[Stored data entries]
------------------------

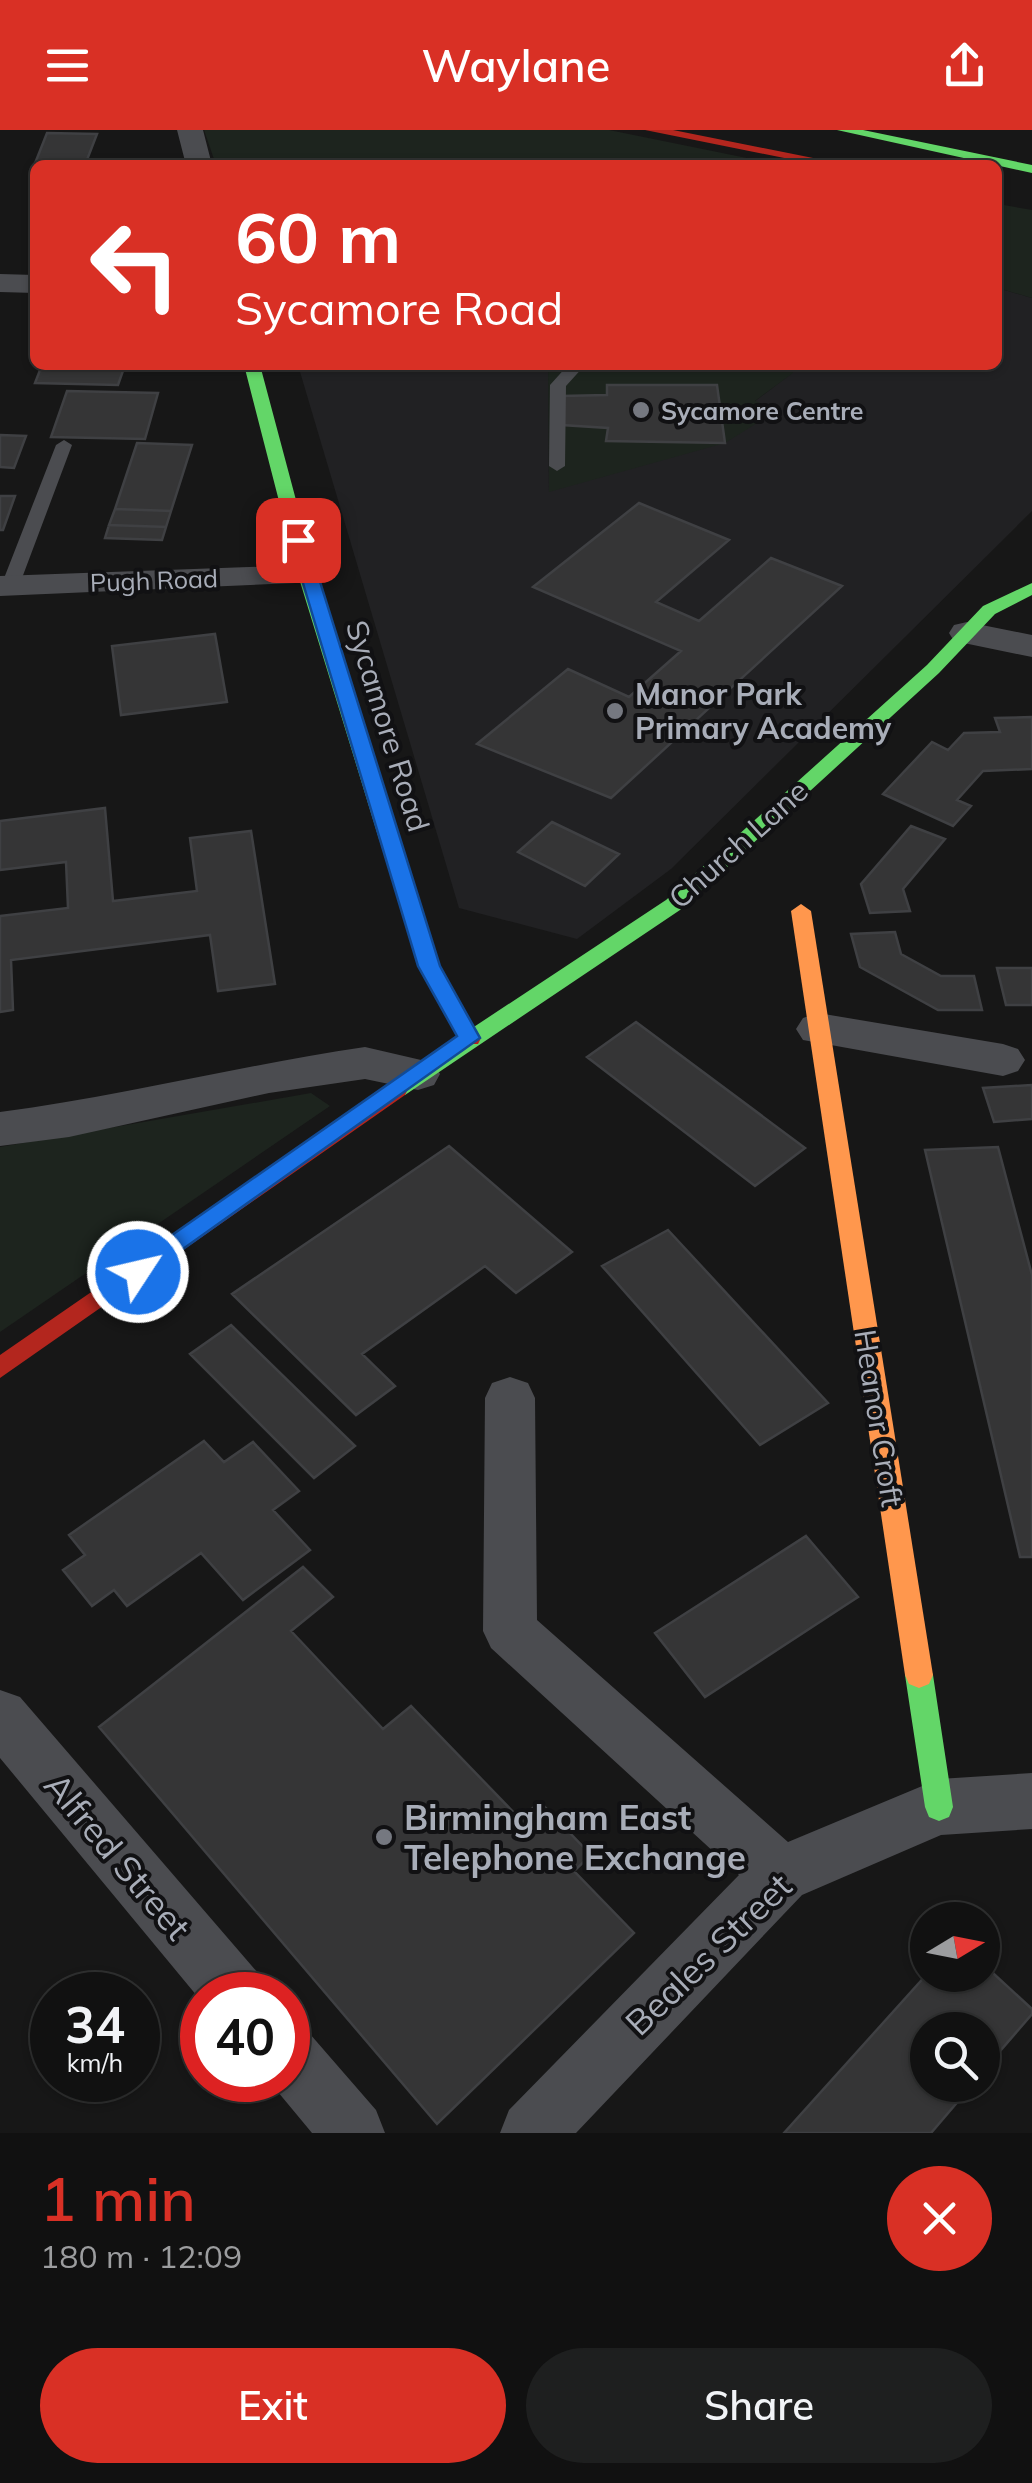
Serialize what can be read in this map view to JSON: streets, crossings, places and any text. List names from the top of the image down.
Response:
{
  "streets": {
    "main road": ["Sycamore Road", "Church Lane", "Heanor Croft"],
    "street": ["Pugh Road", "Alfred Street", "Beales Street"]
  },
  "crossings": [
    ["Pugh Road", "Sycamore Road"],
    ["Sycamore Road", "Church Lane"],
    ["Heanor Croft", "Beales Street"]
  ],
  "places": ["Sycamore Centre", "Manor Park Primary Academy", "Birmingham East Telephone Exchange"],
  "north": "right",
  "page": {
    "header": "Waylane",
    "turn": ["60 m", "Sycamore Road"],
    "speed": "34 km/h",
    "limit": "40",
    "heading": ["1 min", "180 m · 12:09"],
    "buttons": ["Exit", "Share"]
  }
}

------------------------

* Exercise requirements
Each line above is to be copied exactly, and the pictures are to be dropped.

* Answer to the exercise
Serialize what can be read in this map view to JSON: streets, crossings, places and any text. List names from the top of the image down.
Response:
{
  "streets": {
    "main road": ["Sycamore Road", "Church Lane", "Heanor Croft"],
    "street": ["Pugh Road", "Alfred Street", "Beales Street"]
  },
  "crossings": [
    ["Pugh Road", "Sycamore Road"],
    ["Sycamore Road", "Church Lane"],
    ["Heanor Croft", "Beales Street"]
  ],
  "places": ["Sycamore Centre", "Manor Park Primary Academy", "Birmingham East Telephone Exchange"],
  "north": "right",
  "page": {
    "header": "Waylane",
    "turn": ["60 m", "Sycamore Road"],
    "speed": "34 km/h",
    "limit": "40",
    "heading": ["1 min", "180 m · 12:09"],
    "buttons": ["Exit", "Share"]
  }
}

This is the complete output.